The Fortune Teller(66)



Her heart pounded in her ears like the ocean in a shell. She unwrapped the paper with shaky hands to find Rinalto’s wooden box, the one so perfectly described in the manuscript.

When Semele opened the lid she felt like a part of her was no longer in the room. Her world and Ionna’s had finally collided.

“My word,” Helen said. “What are those?”

Semele placed the cards on the table.

Time had preserved their brilliance. The twenty-two cards—Ionna’s originals—looked more weathered than Rinalto’s matching fifty-six. But together they created the oldest tarot deck in existence.

There was a photo tucked inside the box. It was a small black-and-white of two women: a mother who looked about forty-five and a young girl, no more than fourteen or fifteen. Semele knew exactly who they were.

There was no mistaking the dark-haired girl, posed with a hand on her hip and a dare in her eyes—Semele’s real mother when she was young.

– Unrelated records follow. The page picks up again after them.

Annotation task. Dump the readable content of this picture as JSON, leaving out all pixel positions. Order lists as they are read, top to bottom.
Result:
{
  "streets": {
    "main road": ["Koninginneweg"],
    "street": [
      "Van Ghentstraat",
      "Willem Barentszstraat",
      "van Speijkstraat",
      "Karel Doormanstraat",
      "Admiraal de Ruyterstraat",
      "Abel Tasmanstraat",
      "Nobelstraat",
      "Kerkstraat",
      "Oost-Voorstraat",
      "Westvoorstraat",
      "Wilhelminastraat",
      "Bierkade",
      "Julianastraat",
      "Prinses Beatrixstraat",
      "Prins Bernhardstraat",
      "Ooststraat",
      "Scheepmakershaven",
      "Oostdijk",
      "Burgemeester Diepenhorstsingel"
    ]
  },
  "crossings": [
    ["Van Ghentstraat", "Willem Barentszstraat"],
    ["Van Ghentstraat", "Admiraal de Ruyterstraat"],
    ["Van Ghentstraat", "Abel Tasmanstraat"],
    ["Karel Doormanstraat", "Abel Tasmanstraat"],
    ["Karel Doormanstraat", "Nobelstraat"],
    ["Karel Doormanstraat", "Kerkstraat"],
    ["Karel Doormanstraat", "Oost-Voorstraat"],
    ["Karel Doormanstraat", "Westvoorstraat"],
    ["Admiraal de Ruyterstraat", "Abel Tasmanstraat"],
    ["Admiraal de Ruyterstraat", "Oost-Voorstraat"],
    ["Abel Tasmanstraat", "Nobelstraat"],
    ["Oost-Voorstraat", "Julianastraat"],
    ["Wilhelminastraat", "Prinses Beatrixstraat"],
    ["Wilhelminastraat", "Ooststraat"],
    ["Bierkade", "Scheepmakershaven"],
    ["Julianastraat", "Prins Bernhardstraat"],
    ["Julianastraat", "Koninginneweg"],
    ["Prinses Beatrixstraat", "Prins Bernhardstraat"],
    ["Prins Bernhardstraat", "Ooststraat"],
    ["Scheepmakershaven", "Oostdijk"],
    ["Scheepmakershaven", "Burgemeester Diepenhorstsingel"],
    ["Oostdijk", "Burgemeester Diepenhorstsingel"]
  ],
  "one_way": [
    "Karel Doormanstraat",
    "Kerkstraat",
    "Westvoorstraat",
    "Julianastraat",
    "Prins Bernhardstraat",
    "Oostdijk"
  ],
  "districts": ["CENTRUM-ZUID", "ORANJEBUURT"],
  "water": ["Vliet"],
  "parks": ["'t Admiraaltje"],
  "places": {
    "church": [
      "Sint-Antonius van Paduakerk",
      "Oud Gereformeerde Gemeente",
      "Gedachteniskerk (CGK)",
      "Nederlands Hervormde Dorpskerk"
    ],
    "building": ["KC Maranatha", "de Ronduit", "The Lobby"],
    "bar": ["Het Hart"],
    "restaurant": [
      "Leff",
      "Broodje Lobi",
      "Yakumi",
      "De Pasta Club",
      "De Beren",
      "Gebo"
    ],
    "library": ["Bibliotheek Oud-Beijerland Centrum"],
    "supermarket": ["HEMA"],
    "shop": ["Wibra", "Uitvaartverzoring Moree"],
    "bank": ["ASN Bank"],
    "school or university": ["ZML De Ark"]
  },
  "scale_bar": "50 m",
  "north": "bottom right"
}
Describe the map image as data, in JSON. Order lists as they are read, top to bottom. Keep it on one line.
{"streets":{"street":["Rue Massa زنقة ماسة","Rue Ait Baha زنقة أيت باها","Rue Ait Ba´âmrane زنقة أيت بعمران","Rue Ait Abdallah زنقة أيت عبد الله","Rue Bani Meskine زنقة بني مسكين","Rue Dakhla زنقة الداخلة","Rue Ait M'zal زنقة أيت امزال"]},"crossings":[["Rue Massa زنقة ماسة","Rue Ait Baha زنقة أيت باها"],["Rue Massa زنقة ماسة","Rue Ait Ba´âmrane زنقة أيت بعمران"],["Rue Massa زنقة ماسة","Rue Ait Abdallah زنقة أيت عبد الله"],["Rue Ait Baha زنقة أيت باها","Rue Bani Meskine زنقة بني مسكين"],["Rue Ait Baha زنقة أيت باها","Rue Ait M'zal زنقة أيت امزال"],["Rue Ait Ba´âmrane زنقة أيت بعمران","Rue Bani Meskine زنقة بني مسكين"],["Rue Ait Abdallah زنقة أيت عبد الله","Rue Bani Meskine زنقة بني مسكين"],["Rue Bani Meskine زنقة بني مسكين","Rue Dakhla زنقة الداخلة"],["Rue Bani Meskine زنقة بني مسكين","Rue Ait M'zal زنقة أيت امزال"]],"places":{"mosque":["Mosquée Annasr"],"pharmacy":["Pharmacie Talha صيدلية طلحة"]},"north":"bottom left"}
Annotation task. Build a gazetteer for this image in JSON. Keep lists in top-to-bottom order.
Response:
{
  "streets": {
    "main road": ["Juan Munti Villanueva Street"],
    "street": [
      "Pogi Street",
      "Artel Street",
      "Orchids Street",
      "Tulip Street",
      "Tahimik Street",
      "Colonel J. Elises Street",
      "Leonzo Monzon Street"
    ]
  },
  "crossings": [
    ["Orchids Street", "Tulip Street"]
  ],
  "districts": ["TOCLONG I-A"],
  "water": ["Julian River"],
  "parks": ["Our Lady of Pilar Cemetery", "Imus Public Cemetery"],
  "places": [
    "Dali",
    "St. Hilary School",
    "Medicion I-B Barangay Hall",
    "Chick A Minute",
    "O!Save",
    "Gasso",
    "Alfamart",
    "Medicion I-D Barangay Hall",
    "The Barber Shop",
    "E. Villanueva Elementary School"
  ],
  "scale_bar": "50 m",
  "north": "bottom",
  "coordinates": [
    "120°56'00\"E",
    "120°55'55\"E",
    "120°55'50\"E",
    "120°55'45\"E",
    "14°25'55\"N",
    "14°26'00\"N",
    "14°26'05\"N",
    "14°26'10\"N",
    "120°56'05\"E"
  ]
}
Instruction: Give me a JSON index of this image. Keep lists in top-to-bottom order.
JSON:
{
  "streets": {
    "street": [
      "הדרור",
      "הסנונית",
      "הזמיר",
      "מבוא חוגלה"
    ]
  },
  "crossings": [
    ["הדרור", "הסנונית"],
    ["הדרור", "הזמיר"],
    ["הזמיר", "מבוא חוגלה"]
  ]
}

Her grandmother looked just as Semele had imagined, except for the sorrow in her eyes.

Nettie was staring straight into the camera lens, as if she knew the picture was meant for Semele. Semele turned the photo over.

Semele,

I cannot cut the card in half

and come back for you.

Forgive me.

We are always yours,

Nettie

Semele took a seat at the table, unable to speak.

Nettie had foreseen Semele’s question from the card exhibit in Amsterdam, the one she had carried inside her heart every day afterward.

Her grandmother had written the answer before Semele had even asked the question.

Semele could feel her reality shifting. Her grandmother was the Nettie in the story. These cards had been kept for her, entrusted to her father, who had known their worth and hidden them in the safest place he knew. As curator of the Beinecke, he had recognized their incredible significance.

Her mother hovered beside her, looking concerned.

“Do you want to open the other package?” she asked gently.

“No,” Semele whispered. “You do it.”

While her mother opened the envelope, Semele studied Nettie’s handwriting, analyzing every line and curve. Nettie had been left-handed. Her hands had been shaking with nerves—or illness—when she wrote the message. The script slanted downward with sadness, yet the lines showed strong conviction.

“Oh, I’d wondered what happened to this,” Helen said as she pulled the pages from the envelope. “Why is this here?”

When Semele saw what her mother was holding her whole body went rigid. She had been prepared for the cards, but not this.

Reaching out, she took the pages. It was a photocopy of Ionna’s writing alongside her father’s handwritten translation.

“How did Dad get this?” Semele asked, her voice now barely a whisper.

“Some collector in Europe asked for his help earlier this year. I don’t remember his name. Your father was shut up in his office for weeks translating it.”

Marcel Bossard.

Her mother had no idea what these pages were. Semele flipped to the back and found the place where she had stopped reading the night before. Here were the lost pages. Marcel had given her father a complete copy of Ionna’s manuscript, and her father had translated every last word.





King of Pentacles

Semele looked out the train window on her way to New York. The scenery passed by in a muted blur, like an impressionistic painting she was no longer a part of. She now had Ionna’s cards along with her father’s copy of the manuscript.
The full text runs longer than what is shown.